> **Exercise description**: The result should be every line in the material below containing the string "white".

> **Extracted data**:
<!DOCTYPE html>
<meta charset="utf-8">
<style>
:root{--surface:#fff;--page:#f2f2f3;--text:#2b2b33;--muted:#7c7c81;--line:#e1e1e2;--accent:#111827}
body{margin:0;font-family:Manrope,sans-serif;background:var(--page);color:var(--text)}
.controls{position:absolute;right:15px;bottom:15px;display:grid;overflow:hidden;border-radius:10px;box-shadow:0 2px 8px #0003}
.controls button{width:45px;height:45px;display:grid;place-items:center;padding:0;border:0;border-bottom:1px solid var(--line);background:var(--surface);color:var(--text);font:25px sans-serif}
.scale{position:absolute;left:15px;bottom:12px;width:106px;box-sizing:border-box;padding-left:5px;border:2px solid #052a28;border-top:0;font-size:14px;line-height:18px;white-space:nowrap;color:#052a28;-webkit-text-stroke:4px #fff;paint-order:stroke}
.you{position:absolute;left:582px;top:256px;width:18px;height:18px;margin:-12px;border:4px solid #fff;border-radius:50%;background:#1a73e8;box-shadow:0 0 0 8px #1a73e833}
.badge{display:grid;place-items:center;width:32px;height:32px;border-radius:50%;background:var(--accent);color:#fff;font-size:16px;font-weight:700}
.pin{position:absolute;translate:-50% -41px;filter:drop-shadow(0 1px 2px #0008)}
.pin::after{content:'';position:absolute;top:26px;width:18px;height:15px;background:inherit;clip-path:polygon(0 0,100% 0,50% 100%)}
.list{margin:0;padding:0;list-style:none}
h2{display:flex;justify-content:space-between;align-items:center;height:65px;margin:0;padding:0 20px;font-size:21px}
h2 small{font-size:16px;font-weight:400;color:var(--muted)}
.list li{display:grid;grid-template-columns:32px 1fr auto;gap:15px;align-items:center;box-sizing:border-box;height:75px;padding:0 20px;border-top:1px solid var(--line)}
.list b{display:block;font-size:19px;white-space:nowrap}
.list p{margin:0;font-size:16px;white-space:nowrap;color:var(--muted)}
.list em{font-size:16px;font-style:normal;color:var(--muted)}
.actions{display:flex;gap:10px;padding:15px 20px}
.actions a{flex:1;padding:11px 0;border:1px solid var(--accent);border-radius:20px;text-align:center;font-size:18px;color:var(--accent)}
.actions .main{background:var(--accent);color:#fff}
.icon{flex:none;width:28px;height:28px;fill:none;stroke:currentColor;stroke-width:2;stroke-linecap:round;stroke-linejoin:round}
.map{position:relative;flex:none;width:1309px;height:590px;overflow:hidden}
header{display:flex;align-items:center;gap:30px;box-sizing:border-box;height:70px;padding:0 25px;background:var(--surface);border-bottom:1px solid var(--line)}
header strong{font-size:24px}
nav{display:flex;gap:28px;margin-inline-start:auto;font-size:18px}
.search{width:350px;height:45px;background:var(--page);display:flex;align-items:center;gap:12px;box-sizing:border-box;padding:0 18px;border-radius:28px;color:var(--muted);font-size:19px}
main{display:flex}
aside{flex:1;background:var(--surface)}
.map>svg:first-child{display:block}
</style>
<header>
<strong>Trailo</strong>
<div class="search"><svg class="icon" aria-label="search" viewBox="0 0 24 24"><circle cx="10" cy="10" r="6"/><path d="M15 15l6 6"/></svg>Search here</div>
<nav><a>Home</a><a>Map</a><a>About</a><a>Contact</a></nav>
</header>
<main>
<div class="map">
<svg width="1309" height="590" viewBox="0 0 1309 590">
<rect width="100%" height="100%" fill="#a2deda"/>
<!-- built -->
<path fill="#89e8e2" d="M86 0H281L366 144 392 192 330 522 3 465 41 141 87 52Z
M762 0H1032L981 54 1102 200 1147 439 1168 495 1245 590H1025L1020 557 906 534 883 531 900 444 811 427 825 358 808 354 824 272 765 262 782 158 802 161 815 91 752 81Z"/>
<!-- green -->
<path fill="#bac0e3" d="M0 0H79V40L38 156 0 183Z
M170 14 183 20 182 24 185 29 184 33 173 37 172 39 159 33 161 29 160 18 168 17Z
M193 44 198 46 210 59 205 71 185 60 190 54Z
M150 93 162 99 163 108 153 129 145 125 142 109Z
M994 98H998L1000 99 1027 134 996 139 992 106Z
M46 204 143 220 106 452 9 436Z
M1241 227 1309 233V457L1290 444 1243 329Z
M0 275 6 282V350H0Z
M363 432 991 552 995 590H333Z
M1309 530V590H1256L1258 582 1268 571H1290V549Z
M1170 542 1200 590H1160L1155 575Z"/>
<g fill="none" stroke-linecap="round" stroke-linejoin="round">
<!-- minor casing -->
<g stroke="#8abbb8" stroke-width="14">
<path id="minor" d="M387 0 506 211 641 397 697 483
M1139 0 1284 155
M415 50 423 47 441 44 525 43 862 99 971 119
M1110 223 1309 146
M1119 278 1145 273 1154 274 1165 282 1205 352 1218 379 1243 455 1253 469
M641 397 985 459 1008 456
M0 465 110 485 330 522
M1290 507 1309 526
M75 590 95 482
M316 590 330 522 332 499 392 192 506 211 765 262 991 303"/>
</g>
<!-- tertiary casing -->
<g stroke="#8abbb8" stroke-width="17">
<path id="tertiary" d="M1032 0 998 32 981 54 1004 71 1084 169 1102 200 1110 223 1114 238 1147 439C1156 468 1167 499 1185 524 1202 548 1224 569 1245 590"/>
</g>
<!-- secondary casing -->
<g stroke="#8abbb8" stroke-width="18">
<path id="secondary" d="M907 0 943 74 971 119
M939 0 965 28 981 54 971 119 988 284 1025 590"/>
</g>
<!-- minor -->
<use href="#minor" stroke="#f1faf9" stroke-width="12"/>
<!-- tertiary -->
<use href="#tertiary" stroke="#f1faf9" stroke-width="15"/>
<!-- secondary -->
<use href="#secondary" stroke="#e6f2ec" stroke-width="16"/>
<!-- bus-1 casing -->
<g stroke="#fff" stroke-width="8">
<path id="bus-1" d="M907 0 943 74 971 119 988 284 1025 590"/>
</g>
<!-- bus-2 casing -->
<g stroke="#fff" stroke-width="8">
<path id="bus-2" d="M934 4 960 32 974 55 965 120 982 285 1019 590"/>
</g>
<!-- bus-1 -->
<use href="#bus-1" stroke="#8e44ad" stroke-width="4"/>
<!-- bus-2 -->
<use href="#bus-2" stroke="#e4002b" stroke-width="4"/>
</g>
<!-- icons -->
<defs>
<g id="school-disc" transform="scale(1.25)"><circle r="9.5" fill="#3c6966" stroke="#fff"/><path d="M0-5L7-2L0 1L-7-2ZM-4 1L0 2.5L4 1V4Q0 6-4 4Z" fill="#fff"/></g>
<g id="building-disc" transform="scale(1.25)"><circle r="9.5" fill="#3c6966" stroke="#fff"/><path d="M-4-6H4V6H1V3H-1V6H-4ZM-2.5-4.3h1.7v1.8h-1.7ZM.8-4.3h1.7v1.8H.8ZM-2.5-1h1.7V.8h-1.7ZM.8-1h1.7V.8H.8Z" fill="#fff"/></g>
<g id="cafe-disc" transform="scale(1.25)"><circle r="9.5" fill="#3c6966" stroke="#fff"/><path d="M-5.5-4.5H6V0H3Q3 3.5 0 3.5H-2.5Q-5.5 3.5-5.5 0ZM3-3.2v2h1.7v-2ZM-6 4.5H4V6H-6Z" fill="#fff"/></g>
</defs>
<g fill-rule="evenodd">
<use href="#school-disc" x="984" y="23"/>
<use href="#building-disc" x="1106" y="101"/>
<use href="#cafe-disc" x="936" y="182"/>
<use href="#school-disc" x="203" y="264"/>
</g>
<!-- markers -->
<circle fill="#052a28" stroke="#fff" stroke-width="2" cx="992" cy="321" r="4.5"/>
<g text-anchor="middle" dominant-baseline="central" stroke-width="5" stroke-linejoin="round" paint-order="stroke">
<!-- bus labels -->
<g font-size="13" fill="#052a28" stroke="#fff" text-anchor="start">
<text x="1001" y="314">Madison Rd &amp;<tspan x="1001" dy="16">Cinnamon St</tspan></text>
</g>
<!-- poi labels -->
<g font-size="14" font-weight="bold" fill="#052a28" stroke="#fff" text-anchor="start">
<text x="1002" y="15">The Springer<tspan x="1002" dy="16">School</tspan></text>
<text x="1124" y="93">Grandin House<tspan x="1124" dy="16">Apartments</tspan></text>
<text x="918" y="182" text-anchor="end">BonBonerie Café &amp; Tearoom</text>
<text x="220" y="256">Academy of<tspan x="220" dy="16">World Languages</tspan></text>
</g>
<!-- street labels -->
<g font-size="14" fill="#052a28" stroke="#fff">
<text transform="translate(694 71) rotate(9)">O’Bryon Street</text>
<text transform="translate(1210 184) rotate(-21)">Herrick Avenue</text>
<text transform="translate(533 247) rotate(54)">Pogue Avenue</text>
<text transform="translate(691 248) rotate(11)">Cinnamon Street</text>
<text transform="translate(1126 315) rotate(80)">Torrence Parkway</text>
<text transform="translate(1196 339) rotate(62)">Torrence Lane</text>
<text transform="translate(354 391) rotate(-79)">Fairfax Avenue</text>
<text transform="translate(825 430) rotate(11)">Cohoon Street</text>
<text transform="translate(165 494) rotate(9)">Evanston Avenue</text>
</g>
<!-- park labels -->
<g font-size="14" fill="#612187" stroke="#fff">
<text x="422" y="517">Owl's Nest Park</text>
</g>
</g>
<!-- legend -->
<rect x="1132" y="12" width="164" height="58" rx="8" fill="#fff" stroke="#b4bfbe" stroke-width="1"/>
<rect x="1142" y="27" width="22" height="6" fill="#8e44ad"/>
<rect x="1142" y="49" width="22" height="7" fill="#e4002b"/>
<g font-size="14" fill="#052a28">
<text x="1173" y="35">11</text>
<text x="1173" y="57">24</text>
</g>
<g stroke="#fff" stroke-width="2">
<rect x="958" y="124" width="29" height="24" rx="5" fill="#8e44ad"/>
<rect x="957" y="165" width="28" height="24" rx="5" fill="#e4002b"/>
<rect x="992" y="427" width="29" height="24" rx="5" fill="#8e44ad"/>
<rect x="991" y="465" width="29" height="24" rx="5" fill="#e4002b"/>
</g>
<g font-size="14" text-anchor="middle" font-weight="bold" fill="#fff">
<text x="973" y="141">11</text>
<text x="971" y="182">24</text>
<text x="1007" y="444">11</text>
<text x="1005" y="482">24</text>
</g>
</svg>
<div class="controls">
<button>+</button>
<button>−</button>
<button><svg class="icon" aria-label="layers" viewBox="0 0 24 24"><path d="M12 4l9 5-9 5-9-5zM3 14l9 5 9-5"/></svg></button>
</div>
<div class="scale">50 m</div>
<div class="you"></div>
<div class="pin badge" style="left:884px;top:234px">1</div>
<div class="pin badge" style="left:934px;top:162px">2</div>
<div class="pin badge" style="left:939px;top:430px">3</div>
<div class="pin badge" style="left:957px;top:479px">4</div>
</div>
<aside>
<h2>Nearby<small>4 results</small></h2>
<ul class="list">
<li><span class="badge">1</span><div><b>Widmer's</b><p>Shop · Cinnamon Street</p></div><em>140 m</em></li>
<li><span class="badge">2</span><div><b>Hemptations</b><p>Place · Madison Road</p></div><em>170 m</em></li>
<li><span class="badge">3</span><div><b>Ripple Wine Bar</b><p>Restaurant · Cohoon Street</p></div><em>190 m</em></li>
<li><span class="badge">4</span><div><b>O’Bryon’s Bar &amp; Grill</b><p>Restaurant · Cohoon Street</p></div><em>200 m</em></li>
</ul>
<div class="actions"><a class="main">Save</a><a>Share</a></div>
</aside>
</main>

> **Answer to the exercise**:
.scale{position:absolute;left:15px;bottom:12px;width:106px;box-sizing:border-box;padding-left:5px;border:2px solid #052a28;border-top:0;font-size:14px;line-height:18px;white-space:nowrap;color:#052a28;-webkit-text-stroke:4px #fff;paint-order:stroke}
.list b{display:block;font-size:19px;white-space:nowrap}
.list p{margin:0;font-size:16px;white-space:nowrap;color:var(--muted)}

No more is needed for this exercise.